* **WHAT YOU HAVE TO DO**: Between the line containing "M629,152l15,6 -3,8 28,14" and the line containing "M454,941v17h-23l-1,-16z" lies a run of lines; give that run again exactly, with both of those lines, and nothing else from the entries below.

[Stored data]
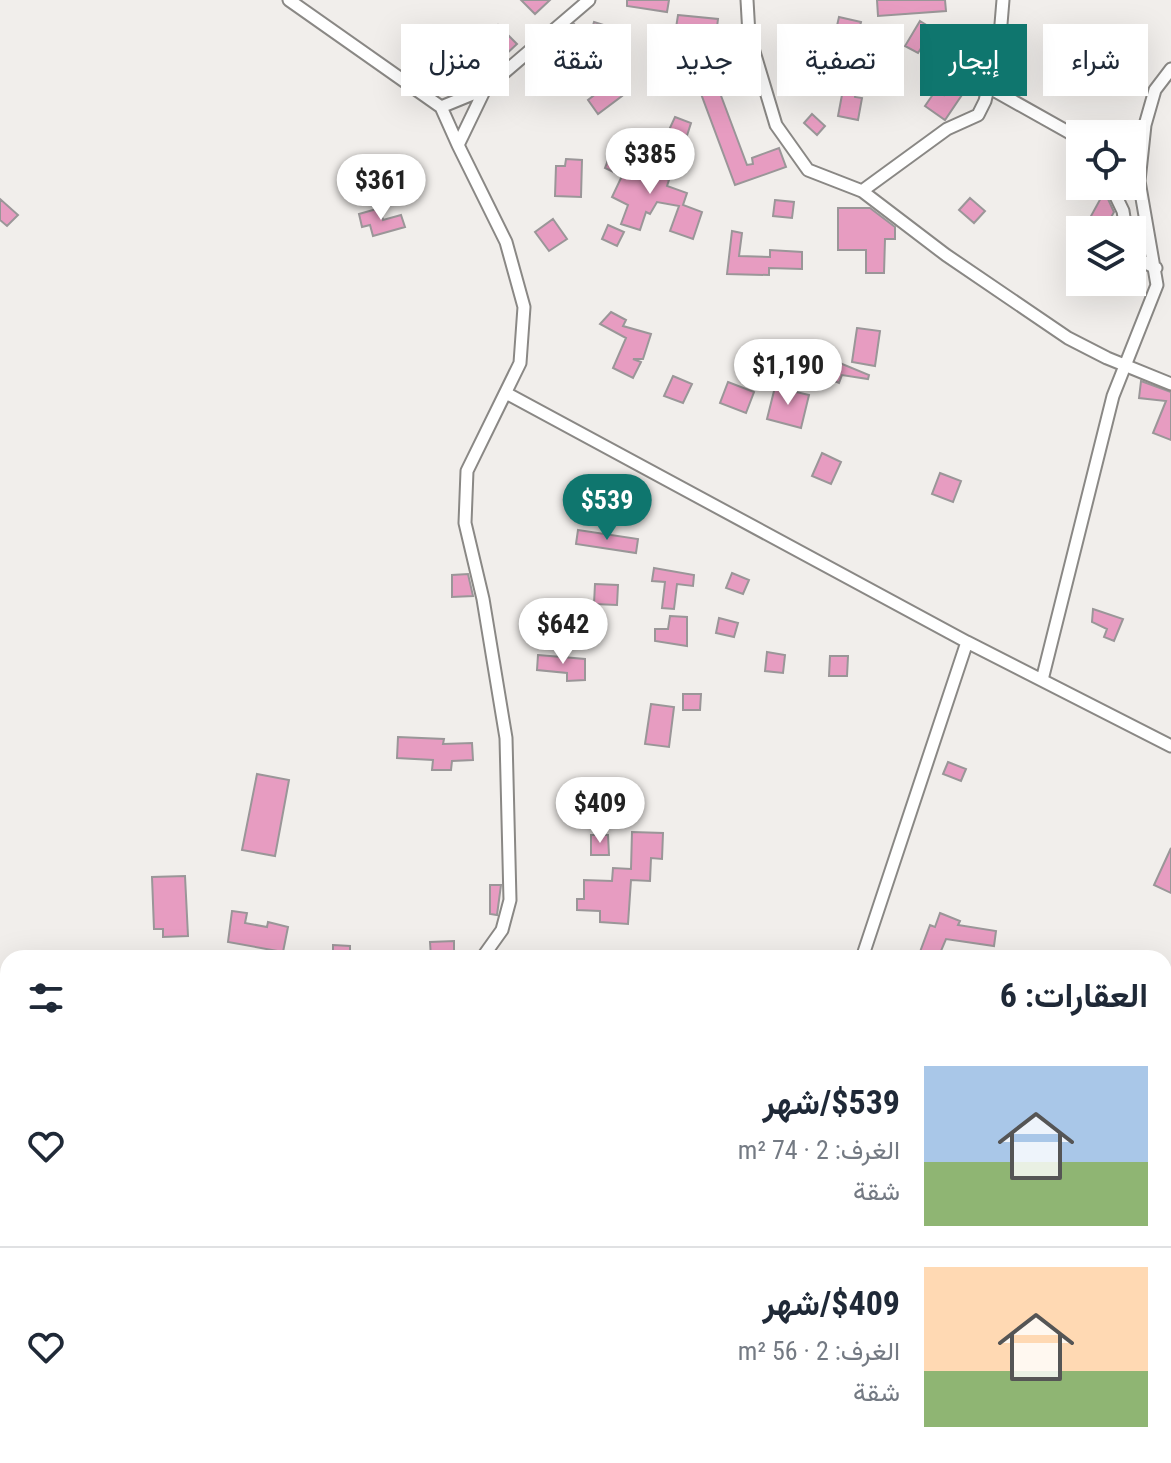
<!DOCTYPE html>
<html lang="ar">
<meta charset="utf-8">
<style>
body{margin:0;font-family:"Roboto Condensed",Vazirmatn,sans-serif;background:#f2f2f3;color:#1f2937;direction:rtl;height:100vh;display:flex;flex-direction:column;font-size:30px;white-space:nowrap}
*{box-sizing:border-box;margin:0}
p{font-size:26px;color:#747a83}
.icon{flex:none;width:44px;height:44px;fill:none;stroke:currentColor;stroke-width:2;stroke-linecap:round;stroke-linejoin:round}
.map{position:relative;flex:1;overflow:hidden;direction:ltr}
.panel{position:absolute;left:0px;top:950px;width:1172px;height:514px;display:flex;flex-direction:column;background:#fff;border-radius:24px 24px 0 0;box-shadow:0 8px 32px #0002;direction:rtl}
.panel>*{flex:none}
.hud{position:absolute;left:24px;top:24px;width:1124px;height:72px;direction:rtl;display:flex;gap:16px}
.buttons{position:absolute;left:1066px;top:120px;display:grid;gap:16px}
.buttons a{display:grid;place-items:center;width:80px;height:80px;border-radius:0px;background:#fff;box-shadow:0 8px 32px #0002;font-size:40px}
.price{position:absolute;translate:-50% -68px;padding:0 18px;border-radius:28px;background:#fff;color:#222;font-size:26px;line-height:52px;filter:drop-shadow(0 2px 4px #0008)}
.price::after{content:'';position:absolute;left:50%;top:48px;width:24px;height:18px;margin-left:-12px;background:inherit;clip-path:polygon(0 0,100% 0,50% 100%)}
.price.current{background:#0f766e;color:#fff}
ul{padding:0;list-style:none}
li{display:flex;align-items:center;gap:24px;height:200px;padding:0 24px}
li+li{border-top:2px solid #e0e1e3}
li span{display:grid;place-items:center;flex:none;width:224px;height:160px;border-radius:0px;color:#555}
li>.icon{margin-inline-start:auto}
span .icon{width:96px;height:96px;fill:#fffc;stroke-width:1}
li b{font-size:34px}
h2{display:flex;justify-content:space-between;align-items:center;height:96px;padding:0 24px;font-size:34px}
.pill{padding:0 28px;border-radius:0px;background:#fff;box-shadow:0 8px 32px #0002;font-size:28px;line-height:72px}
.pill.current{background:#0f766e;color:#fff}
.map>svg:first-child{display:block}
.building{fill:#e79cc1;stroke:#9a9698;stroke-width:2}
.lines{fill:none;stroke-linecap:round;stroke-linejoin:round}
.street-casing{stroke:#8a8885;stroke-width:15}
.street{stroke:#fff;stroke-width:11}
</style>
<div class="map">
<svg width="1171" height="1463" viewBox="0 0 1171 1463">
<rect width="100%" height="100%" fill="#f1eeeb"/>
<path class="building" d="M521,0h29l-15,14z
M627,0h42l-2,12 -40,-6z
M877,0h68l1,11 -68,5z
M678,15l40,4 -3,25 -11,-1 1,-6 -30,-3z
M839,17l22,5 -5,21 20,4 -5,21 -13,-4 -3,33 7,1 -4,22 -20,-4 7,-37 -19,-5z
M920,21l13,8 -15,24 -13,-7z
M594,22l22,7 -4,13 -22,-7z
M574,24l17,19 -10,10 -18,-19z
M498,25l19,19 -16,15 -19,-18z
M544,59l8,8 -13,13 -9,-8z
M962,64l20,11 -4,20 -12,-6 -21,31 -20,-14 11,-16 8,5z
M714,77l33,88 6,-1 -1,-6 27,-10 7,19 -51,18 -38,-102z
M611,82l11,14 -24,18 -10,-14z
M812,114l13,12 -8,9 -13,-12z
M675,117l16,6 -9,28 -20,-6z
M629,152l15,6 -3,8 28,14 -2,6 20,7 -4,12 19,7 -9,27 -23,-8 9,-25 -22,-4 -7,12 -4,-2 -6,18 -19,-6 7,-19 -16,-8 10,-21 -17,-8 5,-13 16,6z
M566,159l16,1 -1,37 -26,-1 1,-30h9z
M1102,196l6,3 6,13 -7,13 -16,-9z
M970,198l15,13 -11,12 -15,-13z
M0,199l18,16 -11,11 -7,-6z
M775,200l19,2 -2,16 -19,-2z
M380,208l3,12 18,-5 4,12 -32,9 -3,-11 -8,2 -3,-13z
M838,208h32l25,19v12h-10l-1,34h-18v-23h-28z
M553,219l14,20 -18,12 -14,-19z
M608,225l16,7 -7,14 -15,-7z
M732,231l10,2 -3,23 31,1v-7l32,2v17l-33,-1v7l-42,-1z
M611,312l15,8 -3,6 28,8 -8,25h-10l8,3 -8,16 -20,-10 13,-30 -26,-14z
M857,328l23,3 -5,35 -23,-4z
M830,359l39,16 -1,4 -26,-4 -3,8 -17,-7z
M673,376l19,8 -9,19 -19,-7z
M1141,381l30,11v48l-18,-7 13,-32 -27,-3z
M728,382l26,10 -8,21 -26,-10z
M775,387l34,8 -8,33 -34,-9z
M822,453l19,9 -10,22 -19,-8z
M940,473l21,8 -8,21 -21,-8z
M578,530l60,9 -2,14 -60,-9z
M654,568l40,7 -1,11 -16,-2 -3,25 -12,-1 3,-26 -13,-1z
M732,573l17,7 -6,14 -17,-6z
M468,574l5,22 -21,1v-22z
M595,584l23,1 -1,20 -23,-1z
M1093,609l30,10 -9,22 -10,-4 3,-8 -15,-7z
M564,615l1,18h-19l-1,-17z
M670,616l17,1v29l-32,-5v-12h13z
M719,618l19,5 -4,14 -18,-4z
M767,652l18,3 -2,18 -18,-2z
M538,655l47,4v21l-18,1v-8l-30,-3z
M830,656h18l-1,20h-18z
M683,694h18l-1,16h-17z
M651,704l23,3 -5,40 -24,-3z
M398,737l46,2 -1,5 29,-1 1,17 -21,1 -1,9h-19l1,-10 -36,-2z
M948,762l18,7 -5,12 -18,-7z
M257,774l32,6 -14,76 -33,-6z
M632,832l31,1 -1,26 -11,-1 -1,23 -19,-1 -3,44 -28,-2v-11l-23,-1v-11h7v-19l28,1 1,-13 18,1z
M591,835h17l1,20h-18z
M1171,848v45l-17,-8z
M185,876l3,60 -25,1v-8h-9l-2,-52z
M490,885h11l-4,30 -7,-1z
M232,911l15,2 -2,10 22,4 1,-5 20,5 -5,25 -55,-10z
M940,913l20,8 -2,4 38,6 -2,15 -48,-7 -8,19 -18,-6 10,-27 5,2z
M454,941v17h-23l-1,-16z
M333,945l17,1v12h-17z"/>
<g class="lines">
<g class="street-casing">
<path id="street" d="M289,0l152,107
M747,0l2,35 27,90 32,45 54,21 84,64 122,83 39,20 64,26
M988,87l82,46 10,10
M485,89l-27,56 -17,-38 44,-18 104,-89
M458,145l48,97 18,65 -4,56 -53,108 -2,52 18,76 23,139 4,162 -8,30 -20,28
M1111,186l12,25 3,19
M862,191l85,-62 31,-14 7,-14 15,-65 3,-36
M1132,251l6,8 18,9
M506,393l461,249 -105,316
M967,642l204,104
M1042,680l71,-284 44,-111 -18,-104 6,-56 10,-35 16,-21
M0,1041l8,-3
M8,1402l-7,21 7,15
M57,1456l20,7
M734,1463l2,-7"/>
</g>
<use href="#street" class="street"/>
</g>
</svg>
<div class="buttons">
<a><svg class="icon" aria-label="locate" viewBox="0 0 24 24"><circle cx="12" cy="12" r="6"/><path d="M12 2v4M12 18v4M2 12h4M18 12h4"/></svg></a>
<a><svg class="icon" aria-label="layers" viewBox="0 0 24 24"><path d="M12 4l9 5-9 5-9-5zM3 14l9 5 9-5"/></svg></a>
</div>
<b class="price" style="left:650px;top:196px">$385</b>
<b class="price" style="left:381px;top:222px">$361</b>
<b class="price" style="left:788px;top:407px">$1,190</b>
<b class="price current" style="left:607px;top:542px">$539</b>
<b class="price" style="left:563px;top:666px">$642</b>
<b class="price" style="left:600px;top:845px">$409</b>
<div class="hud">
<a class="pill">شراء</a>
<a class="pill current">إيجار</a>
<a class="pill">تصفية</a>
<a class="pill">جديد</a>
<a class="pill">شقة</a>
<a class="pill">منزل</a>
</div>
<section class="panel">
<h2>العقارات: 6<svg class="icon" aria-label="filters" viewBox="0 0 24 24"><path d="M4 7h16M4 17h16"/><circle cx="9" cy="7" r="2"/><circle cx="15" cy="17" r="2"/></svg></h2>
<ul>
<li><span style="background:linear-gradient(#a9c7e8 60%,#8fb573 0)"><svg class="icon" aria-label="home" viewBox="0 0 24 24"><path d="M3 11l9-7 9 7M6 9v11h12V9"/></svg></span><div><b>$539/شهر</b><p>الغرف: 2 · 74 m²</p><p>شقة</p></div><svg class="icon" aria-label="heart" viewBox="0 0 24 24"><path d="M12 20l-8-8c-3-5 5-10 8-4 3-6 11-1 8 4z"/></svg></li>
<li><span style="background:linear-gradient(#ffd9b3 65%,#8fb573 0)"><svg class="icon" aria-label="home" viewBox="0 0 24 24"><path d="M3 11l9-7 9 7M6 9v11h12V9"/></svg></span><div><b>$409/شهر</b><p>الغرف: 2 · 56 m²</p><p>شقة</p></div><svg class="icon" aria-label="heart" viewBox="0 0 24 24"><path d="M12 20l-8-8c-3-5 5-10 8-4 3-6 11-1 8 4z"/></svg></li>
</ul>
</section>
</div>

* **REPLY TO THE TASK**:
M629,152l15,6 -3,8 28,14 -2,6 20,7 -4,12 19,7 -9,27 -23,-8 9,-25 -22,-4 -7,12 -4,-2 -6,18 -19,-6 7,-19 -16,-8 10,-21 -17,-8 5,-13 16,6z
M566,159l16,1 -1,37 -26,-1 1,-30h9z
M1102,196l6,3 6,13 -7,13 -16,-9z
M970,198l15,13 -11,12 -15,-13z
M0,199l18,16 -11,11 -7,-6z
M775,200l19,2 -2,16 -19,-2z
M380,208l3,12 18,-5 4,12 -32,9 -3,-11 -8,2 -3,-13z
M838,208h32l25,19v12h-10l-1,34h-18v-23h-28z
M553,219l14,20 -18,12 -14,-19z
M608,225l16,7 -7,14 -15,-7z
M732,231l10,2 -3,23 31,1v-7l32,2v17l-33,-1v7l-42,-1z
M611,312l15,8 -3,6 28,8 -8,25h-10l8,3 -8,16 -20,-10 13,-30 -26,-14z
M857,328l23,3 -5,35 -23,-4z
M830,359l39,16 -1,4 -26,-4 -3,8 -17,-7z
M673,376l19,8 -9,19 -19,-7z
M1141,381l30,11v48l-18,-7 13,-32 -27,-3z
M728,382l26,10 -8,21 -26,-10z
M775,387l34,8 -8,33 -34,-9z
M822,453l19,9 -10,22 -19,-8z
M940,473l21,8 -8,21 -21,-8z
M578,530l60,9 -2,14 -60,-9z
M654,568l40,7 -1,11 -16,-2 -3,25 -12,-1 3,-26 -13,-1z
M732,573l17,7 -6,14 -17,-6z
M468,574l5,22 -21,1v-22z
M595,584l23,1 -1,20 -23,-1z
M1093,609l30,10 -9,22 -10,-4 3,-8 -15,-7z
M564,615l1,18h-19l-1,-17z
M670,616l17,1v29l-32,-5v-12h13z
M719,618l19,5 -4,14 -18,-4z
M767,652l18,3 -2,18 -18,-2z
M538,655l47,4v21l-18,1v-8l-30,-3z
M830,656h18l-1,20h-18z
M683,694h18l-1,16h-17z
M651,704l23,3 -5,40 -24,-3z
M398,737l46,2 -1,5 29,-1 1,17 -21,1 -1,9h-19l1,-10 -36,-2z
M948,762l18,7 -5,12 -18,-7z
M257,774l32,6 -14,76 -33,-6z
M632,832l31,1 -1,26 -11,-1 -1,23 -19,-1 -3,44 -28,-2v-11l-23,-1v-11h7v-19l28,1 1,-13 18,1z
M591,835h17l1,20h-18z
M1171,848v45l-17,-8z
M185,876l3,60 -25,1v-8h-9l-2,-52z
M490,885h11l-4,30 -7,-1z
M232,911l15,2 -2,10 22,4 1,-5 20,5 -5,25 -55,-10z
M940,913l20,8 -2,4 38,6 -2,15 -48,-7 -8,19 -18,-6 10,-27 5,2z
M454,941v17h-23l-1,-16z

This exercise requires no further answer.